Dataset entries
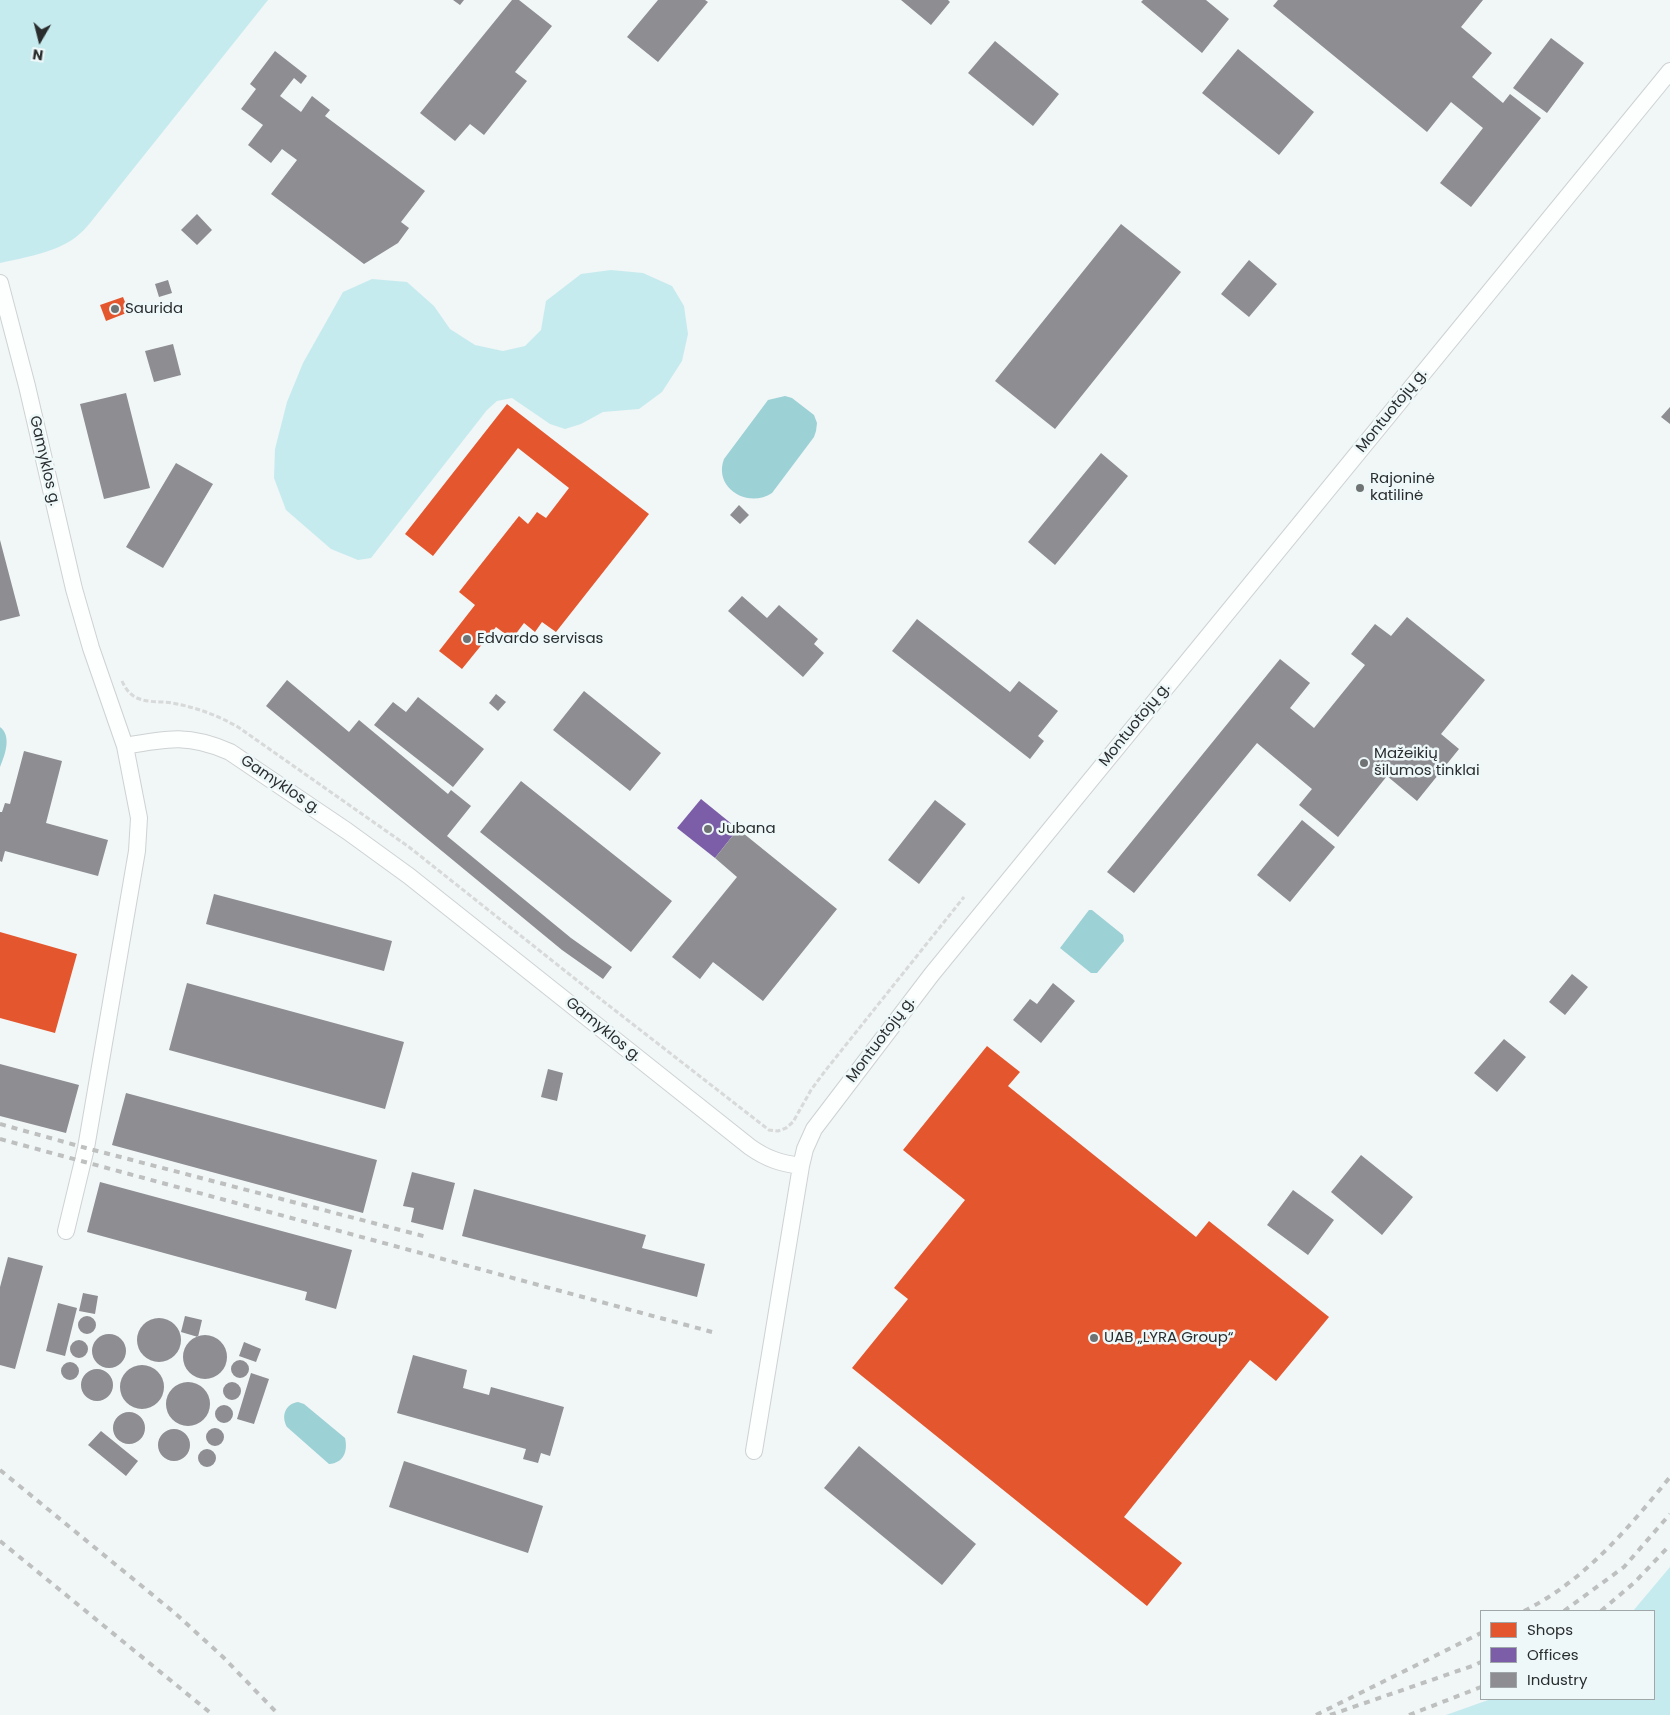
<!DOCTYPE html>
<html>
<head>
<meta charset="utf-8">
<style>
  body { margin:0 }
  #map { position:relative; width:1670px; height:1715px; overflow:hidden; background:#f1f6f6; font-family:Poppins,sans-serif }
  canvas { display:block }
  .legend { position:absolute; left:1480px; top:1610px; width:175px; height:90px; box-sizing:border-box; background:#eef8f9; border:1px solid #a0a7a8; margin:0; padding:6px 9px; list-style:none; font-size:15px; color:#2a2d2e }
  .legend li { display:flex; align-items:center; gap:10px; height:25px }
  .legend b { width:25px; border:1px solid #a0a7a8 }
  .north { position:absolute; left:15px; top:15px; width:50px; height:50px; -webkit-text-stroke:4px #eef8f9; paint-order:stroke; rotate:188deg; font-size:14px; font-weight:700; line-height:20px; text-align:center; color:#2a2d2e }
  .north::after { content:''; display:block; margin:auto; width:18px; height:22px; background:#2a2d2e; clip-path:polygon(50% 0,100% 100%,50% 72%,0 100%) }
</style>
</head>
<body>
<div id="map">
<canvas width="1670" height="1715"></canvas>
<ul class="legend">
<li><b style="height:14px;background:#e4572e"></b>Shops</li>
<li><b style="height:14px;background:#7b5ea7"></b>Offices</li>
<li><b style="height:14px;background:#8d8d92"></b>Industry</li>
</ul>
<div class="north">N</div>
</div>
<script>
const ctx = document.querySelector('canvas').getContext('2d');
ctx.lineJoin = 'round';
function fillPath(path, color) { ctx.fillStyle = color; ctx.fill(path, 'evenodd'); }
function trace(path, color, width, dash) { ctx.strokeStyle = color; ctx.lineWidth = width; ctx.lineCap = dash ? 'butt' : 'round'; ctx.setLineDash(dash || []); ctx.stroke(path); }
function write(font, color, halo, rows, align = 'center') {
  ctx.font = font + ' Poppins,sans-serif'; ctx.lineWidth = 5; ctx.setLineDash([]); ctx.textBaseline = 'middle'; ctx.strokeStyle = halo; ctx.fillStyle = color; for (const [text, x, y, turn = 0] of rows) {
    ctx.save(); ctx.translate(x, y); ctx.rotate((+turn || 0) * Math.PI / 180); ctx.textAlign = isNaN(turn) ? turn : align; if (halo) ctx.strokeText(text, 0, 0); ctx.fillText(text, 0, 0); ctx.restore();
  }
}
fillPath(new Path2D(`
  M0 0H268L90 223C86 228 81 233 76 237 57 252 23 258 0 263Z
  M611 270 643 273 672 286 684 306 688 334 682 361 662 392 639 409 603 412 581 424 565 429 550 424 512 398 497 401 487 410 371 558 358 560 331 549 286 510 274 478 275 449 287 402 303 363 343 292 372 279 407 282 434 306 450 329 475 345 503 351 525 346 541 330 546 301 581 274Z
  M1670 1567V1715H1446L1491 1699H1654V1611H1633Z`), '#c6ebef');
fillPath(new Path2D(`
  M785 396 792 398 814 415 817 423 816 431 814 437 772 493C748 509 713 488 724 459L768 400Z
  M0 727C12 736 5 755 0 767Z
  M1089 910H1092L1123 935 1124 941 1097 973H1091L1060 948Z
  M298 1402 304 1404 345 1438C348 1451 344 1463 329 1464L287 1427C281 1416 285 1404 298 1402Z`), '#9cd1d6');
fillPath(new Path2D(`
  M123 297 129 312 106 321 100 305Z
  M507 404 649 514 556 632 542 622 535 632 524 623 512 639 496 627 462 669 439 651 475 605 459 592 519 516 528 524 537 512 546 518 569 488 518 448 433 556 405 534Z
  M0 932 77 954 55 1033 0 1018Z
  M987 1046 1020 1072 1008 1086 1196 1237 1209 1221 1329 1317 1276 1381 1250 1360 1124 1517 1182 1563 1147 1606 852 1368 908 1299 894 1288 965 1200 903 1150Z`), '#e4572e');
fillPath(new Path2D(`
  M701 799 738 829 715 858 677 828Z`), '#7b5ea7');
fillPath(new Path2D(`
  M453 0H464L460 5Z
  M512 0H519L552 26 515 72 527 81 484 135 470 124 455 141 420 113Z
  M658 0H705L708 2 658 62 627 37Z
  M901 0H948L950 2 931 25Z
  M1143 0H1206L1229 19 1202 53 1141 2Z
  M1278 0H1483L1461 27 1492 53 1472 77 1503 103 1510 94 1541 118 1471 207 1440 183 1483 128 1451 102 1427 132 1273 6Z
  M1551 38 1584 63 1547 113 1513 88Z
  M995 41 1059 94 1033 126 968 73Z
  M1238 49 1314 112 1279 155 1202 93Z
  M275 51 307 76 301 84 294 78 280 96 301 112 312 96 330 110 325 116 425 191 401 222 409 228 398 243 364 264 271 194 297 160 282 149 271 163 248 145 263 125 241 109 256 89 250 84Z
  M197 214 212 230 197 245 181 230Z
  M1121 224 1181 272 1055 429 995 381Z
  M1249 260 1277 284 1249 317 1221 294Z
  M168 280 172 293 159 297 155 284Z
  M173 344 181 375 154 382 145 351Z
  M126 393 150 488 104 499 80 404Z
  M1670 407V424L1661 417Z
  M1101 453 1128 476 1055 565 1028 542Z
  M176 463 213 484 163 568 126 547Z
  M739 505 749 515 740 524 730 515Z
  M0 540 20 616 0 621Z
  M742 596 767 618 779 605 818 639 814 644 824 653 803 677 728 611Z
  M1407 617 1485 680 1441 734 1459 749 1417 801 1387 776 1338 837 1299 805 1312 789 1257 743 1134 893 1107 872 1280 659 1310 683 1290 708 1314 728 1365 665 1351 654 1375 624 1391 636Z
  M917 619 1010 692 1019 681 1058 711 1038 736 1044 741 1030 759 892 651Z
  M287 680 349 732 359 720 448 794 451 790 471 806 447 836 571 938 612 967 603 979 562 950 266 706Z
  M584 691 661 753 630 791 553 730Z
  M496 694 506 702 498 711 489 703Z
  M418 697 484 749 453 787 374 725 393 702 406 712Z
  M24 751 62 761 46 823 108 840 98 876 5 851 2 862 0 861V812H2L5 803 10 804Z
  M521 781 672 901 631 952 480 832Z
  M935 800 966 824 919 884 888 860Z
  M1302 820 1335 847 1290 902 1257 875Z
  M738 829 837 909 763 1001 713 962 700 979 672 957 737 877 715 858Z
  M214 894 392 941 384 971 206 924Z
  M1572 974 1588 987 1565 1015 1549 1002Z
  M187 983 404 1042 385 1109 169 1050Z
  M1053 983 1075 1001 1041 1043 1013 1020 1030 999 1037 1004Z
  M1504 1039 1526 1057 1497 1092 1474 1073Z
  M0 1064 79 1085 66 1133 0 1116Z
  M548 1069 563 1073 557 1101 541 1097Z
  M126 1093 377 1160 363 1213 112 1145Z
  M1361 1155 1413 1197 1382 1235 1331 1192Z
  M412 1172 455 1183 443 1230 411 1222 414 1208 403 1206Z
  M100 1182 352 1250 336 1309 305 1300 307 1292 87 1232Z
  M474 1189 646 1235 642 1248 705 1264 697 1297 462 1236Z
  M1293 1190 1334 1220 1308 1255 1267 1225Z
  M8 1257 43 1266 15 1369 0 1365V1287Z
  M83 1293 98 1296 95 1314 79 1311Z
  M58 1303 77 1308 65 1356 46 1351Z
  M78 1325a9 9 0 1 1 18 0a9 9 0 1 1-18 0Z
  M185 1316 202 1320 198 1337 181 1332Z
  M137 1340a22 22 0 1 1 44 0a22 22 0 1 1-44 0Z
  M92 1351a17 17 0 1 1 34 0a17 17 0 1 1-34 0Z
  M183 1357a22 22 0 1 1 44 0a22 22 0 1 1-44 0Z
  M70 1349a9 9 0 1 1 18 0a9 9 0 1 1-18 0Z
  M244 1342 261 1349 256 1362 239 1356Z
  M413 1355 467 1370 463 1388 489 1395 491 1387 564 1407 550 1456 541 1453 538 1463 523 1459 526 1449 397 1413Z
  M231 1369a9 9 0 1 1 18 0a9 9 0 1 1-18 0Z
  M61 1371a9 9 0 1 1 18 0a9 9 0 1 1-18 0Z
  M120 1387a22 22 0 1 1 44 0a22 22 0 1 1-44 0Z
  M81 1385a16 16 0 1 1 32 0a16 16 0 1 1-32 0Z
  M251 1373 269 1379 254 1424 237 1419Z
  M223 1391a9 9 0 1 1 18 0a9 9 0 1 1-18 0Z
  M166 1404a22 22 0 1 1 44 0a22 22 0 1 1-44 0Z
  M215 1414a9 9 0 1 1 18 0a9 9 0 1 1-18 0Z
  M113 1428a16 16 0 1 1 32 0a16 16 0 1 1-32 0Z
  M206 1437a9 9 0 1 1 18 0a9 9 0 1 1-18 0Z
  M158 1445a16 16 0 1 1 32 0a16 16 0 1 1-32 0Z
  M101 1431 138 1461 126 1476 88 1445Z
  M859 1446 976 1544 942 1585 824 1488Z
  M198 1458a9 9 0 1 1 18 0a9 9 0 1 1-18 0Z
  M404 1461 543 1506 528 1553 389 1507Z`), '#8d8d92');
const minor = new Path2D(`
  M0 283 27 386 74 589 91 648 125 746 139 818 137 851 86 1148 66 1231
  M125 746C168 738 190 734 230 752L347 831 409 876 750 1147C767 1159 780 1163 801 1166
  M754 1451 801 1166 805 1149 814 1129 932 974 1670 71`);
trace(minor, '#ced2d3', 18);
trace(new Path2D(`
  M122 681C125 688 130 695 137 698 148 703 160 701 172 703 195 707 217 715 238 727L409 847 603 1001 769 1130 778 1131 786 1128 793 1122 811 1090 825 1071 964 897`), '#d8d9d9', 3, [5, 2.5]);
trace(minor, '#fdfefe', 16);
trace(new Path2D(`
  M0 1124 86 1148 427 1237
  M0 1139 712 1332
  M0 1470 176 1614 223 1657 279 1715
  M0 1541 213 1715
  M1524 1611C1584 1581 1628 1529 1670 1477
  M1564 1611 1624 1567 1670 1514
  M1601 1611 1635 1582 1670 1545
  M1316 1715 1481 1633
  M1330 1715 1475 1665 1481 1662
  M1409 1715 1481 1687`), '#bebfbf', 4, [6, 6]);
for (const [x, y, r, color] of [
  [115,309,5,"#707374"],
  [1360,488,5,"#707374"],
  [467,639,5,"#707374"],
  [1364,763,5,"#707374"],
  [708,829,5,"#707374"],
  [1094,1338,5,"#707374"]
]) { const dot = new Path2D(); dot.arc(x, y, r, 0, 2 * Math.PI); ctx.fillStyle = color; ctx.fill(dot); trace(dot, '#eef8f9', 2); }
write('15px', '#2a2d2e', '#eef8f9', [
  ["Saurida",125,309],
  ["Rajoninė",1370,479],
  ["katilinė",1370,496],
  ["Edvardo servisas",477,639],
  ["Mažeikių",1374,754],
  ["šilumos tinklai",1374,771],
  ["Jubana",718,829],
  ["UAB „LYRA Group“",1104,1338]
], 'left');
write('15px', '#2a2d2e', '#eef8f9', [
  ["Montuotojų g.",1392,411,-51],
  ["Gamyklos g.",44,461,77],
  ["Montuotojų g.",1135,725,-51],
  ["Gamyklos g.",280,785,34],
  ["Gamyklos g.",603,1030,39],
  ["Montuotojų g.",881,1040,-53]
]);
</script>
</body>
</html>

Work required: Would you copy every line of the entries that includes the word "turn"?

Problem solution:
  ctx.font = font + ' Poppins,sans-serif'; ctx.lineWidth = 5; ctx.setLineDash([]); ctx.textBaseline = 'middle'; ctx.strokeStyle = halo; ctx.fillStyle = color; for (const [text, x, y, turn = 0] of rows) {
    ctx.save(); ctx.translate(x, y); ctx.rotate((+turn || 0) * Math.PI / 180); ctx.textAlign = isNaN(turn) ? turn : align; if (halo) ctx.strokeText(text, 0, 0); ctx.fillText(text, 0, 0); ctx.restore();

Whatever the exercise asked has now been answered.